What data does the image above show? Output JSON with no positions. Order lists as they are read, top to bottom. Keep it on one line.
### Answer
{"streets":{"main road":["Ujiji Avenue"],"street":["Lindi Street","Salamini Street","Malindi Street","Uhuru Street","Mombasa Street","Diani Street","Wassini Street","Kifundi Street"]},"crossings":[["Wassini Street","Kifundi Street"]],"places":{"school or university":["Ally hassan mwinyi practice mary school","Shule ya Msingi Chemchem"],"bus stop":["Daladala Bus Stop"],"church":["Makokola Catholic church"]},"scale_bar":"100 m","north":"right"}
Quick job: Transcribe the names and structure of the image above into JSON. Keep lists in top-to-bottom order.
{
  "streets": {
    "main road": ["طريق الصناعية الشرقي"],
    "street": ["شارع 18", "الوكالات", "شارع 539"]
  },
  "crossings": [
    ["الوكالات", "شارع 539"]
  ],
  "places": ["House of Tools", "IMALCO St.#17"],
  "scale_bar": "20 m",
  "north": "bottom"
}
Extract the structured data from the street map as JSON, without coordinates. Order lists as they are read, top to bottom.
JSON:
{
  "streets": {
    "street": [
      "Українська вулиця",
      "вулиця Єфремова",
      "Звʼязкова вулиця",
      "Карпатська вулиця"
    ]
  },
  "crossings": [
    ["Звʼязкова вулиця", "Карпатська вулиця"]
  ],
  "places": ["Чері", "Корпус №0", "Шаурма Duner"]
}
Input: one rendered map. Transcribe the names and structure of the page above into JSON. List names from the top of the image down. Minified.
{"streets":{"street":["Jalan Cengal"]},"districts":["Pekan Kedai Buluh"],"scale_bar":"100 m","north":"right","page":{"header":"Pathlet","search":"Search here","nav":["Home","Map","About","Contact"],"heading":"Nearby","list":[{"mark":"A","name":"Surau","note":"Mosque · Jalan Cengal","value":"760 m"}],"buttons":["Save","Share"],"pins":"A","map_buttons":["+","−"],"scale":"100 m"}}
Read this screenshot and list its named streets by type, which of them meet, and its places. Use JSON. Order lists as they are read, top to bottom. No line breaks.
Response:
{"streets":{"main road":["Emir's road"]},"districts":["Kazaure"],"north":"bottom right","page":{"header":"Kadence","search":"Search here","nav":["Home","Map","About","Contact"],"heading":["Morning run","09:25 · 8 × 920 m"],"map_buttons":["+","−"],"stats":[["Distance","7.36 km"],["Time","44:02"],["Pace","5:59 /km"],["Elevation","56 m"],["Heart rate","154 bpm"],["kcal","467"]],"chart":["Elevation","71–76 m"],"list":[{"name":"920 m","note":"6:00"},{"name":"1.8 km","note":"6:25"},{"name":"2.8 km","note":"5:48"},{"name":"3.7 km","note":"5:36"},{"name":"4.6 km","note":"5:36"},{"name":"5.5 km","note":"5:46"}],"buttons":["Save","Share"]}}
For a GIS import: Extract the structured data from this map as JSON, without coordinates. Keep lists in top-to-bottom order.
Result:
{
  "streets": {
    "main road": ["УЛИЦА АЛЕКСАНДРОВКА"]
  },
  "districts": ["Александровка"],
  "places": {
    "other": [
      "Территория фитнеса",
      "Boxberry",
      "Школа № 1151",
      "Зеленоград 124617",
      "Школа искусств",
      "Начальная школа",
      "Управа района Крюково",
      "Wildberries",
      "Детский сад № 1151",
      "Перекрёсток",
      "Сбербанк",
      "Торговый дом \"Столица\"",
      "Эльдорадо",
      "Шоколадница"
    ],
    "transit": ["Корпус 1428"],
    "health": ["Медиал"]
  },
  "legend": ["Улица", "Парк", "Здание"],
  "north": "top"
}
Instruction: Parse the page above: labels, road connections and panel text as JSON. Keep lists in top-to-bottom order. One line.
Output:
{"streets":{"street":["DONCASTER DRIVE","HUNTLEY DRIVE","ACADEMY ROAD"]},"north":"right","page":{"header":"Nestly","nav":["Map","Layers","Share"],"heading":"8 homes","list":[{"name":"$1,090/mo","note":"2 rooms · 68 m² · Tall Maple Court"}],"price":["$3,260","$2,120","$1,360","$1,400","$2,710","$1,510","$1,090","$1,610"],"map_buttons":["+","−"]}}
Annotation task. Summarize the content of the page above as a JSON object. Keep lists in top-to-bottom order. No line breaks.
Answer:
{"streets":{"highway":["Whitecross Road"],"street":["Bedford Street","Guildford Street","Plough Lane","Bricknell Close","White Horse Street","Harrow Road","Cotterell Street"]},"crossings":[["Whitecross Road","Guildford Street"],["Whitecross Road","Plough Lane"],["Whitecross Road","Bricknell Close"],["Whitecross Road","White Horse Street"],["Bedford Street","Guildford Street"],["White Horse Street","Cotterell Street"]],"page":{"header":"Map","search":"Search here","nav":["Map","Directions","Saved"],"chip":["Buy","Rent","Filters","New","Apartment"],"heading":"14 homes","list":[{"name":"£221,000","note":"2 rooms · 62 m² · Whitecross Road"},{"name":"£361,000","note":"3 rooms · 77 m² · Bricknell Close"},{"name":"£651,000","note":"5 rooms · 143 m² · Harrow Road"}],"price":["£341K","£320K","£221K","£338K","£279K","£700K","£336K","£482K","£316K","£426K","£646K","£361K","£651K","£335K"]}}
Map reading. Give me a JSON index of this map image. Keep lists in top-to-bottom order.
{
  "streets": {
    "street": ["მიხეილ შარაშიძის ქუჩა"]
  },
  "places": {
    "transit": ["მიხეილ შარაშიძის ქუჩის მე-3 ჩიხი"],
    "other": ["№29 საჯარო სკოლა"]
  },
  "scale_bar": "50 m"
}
---*---
[Work to complete] Reproduce all of the records precisely. No word may differ.

[Solution to the exercise]
What data does the image above show? Output JSON with no positions. Order lists as they are read, top to bottom. Keep it on one line.
### Answer
{"streets":{"main road":["Ujiji Avenue"],"street":["Lindi Street","Salamini Street","Malindi Street","Uhuru Street","Mombasa Street","Diani Street","Wassini Street","Kifundi Street"]},"crossings":[["Wassini Street","Kifundi Street"]],"places":{"school or university":["Ally hassan mwinyi practice mary school","Shule ya Msingi Chemchem"],"bus stop":["Daladala Bus Stop"],"church":["Makokola Catholic church"]},"scale_bar":"100 m","north":"right"}
Quick job: Transcribe the names and structure of the image above into JSON. Keep lists in top-to-bottom order.
{
  "streets": {
    "main road": ["طريق الصناعية الشرقي"],
    "street": ["شارع 18", "الوكالات", "شارع 539"]
  },
  "crossings": [
    ["الوكالات", "شارع 539"]
  ],
  "places": ["House of Tools", "IMALCO St.#17"],
  "scale_bar": "20 m",
  "north": "bottom"
}
Extract the structured data from the street map as JSON, without coordinates. Order lists as they are read, top to bottom.
JSON:
{
  "streets": {
    "street": [
      "Українська вулиця",
      "вулиця Єфремова",
      "Звʼязкова вулиця",
      "Карпатська вулиця"
    ]
  },
  "crossings": [
    ["Звʼязкова вулиця", "Карпатська вулиця"]
  ],
  "places": ["Чері", "Корпус №0", "Шаурма Duner"]
}
Input: one rendered map. Transcribe the names and structure of the page above into JSON. List names from the top of the image down. Minified.
{"streets":{"street":["Jalan Cengal"]},"districts":["Pekan Kedai Buluh"],"scale_bar":"100 m","north":"right","page":{"header":"Pathlet","search":"Search here","nav":["Home","Map","About","Contact"],"heading":"Nearby","list":[{"mark":"A","name":"Surau","note":"Mosque · Jalan Cengal","value":"760 m"}],"buttons":["Save","Share"],"pins":"A","map_buttons":["+","−"],"scale":"100 m"}}
Read this screenshot and list its named streets by type, which of them meet, and its places. Use JSON. Order lists as they are read, top to bottom. No line breaks.
Response:
{"streets":{"main road":["Emir's road"]},"districts":["Kazaure"],"north":"bottom right","page":{"header":"Kadence","search":"Search here","nav":["Home","Map","About","Contact"],"heading":["Morning run","09:25 · 8 × 920 m"],"map_buttons":["+","−"],"stats":[["Distance","7.36 km"],["Time","44:02"],["Pace","5:59 /km"],["Elevation","56 m"],["Heart rate","154 bpm"],["kcal","467"]],"chart":["Elevation","71–76 m"],"list":[{"name":"920 m","note":"6:00"},{"name":"1.8 km","note":"6:25"},{"name":"2.8 km","note":"5:48"},{"name":"3.7 km","note":"5:36"},{"name":"4.6 km","note":"5:36"},{"name":"5.5 km","note":"5:46"}],"buttons":["Save","Share"]}}
For a GIS import: Extract the structured data from this map as JSON, without coordinates. Keep lists in top-to-bottom order.
Result:
{
  "streets": {
    "main road": ["УЛИЦА АЛЕКСАНДРОВКА"]
  },
  "districts": ["Александровка"],
  "places": {
    "other": [
      "Территория фитнеса",
      "Boxberry",
      "Школа № 1151",
      "Зеленоград 124617",
      "Школа искусств",
      "Начальная школа",
      "Управа района Крюково",
      "Wildberries",
      "Детский сад № 1151",
      "Перекрёсток",
      "Сбербанк",
      "Торговый дом \"Столица\"",
      "Эльдорадо",
      "Шоколадница"
    ],
    "transit": ["Корпус 1428"],
    "health": ["Медиал"]
  },
  "legend": ["Улица", "Парк", "Здание"],
  "north": "top"
}
Instruction: Parse the page above: labels, road connections and panel text as JSON. Keep lists in top-to-bottom order. One line.
Output:
{"streets":{"street":["DONCASTER DRIVE","HUNTLEY DRIVE","ACADEMY ROAD"]},"north":"right","page":{"header":"Nestly","nav":["Map","Layers","Share"],"heading":"8 homes","list":[{"name":"$1,090/mo","note":"2 rooms · 68 m² · Tall Maple Court"}],"price":["$3,260","$2,120","$1,360","$1,400","$2,710","$1,510","$1,090","$1,610"],"map_buttons":["+","−"]}}
Annotation task. Summarize the content of the page above as a JSON object. Keep lists in top-to-bottom order. No line breaks.
Answer:
{"streets":{"highway":["Whitecross Road"],"street":["Bedford Street","Guildford Street","Plough Lane","Bricknell Close","White Horse Street","Harrow Road","Cotterell Street"]},"crossings":[["Whitecross Road","Guildford Street"],["Whitecross Road","Plough Lane"],["Whitecross Road","Bricknell Close"],["Whitecross Road","White Horse Street"],["Bedford Street","Guildford Street"],["White Horse Street","Cotterell Street"]],"page":{"header":"Map","search":"Search here","nav":["Map","Directions","Saved"],"chip":["Buy","Rent","Filters","New","Apartment"],"heading":"14 homes","list":[{"name":"£221,000","note":"2 rooms · 62 m² · Whitecross Road"},{"name":"£361,000","note":"3 rooms · 77 m² · Bricknell Close"},{"name":"£651,000","note":"5 rooms · 143 m² · Harrow Road"}],"price":["£341K","£320K","£221K","£338K","£279K","£700K","£336K","£482K","£316K","£426K","£646K","£361K","£651K","£335K"]}}
Map reading. Give me a JSON index of this map image. Keep lists in top-to-bottom order.
{
  "streets": {
    "street": ["მიხეილ შარაშიძის ქუჩა"]
  },
  "places": {
    "transit": ["მიხეილ შარაშიძის ქუჩის მე-3 ჩიხი"],
    "other": ["№29 საჯარო სკოლა"]
  },
  "scale_bar": "50 m"
}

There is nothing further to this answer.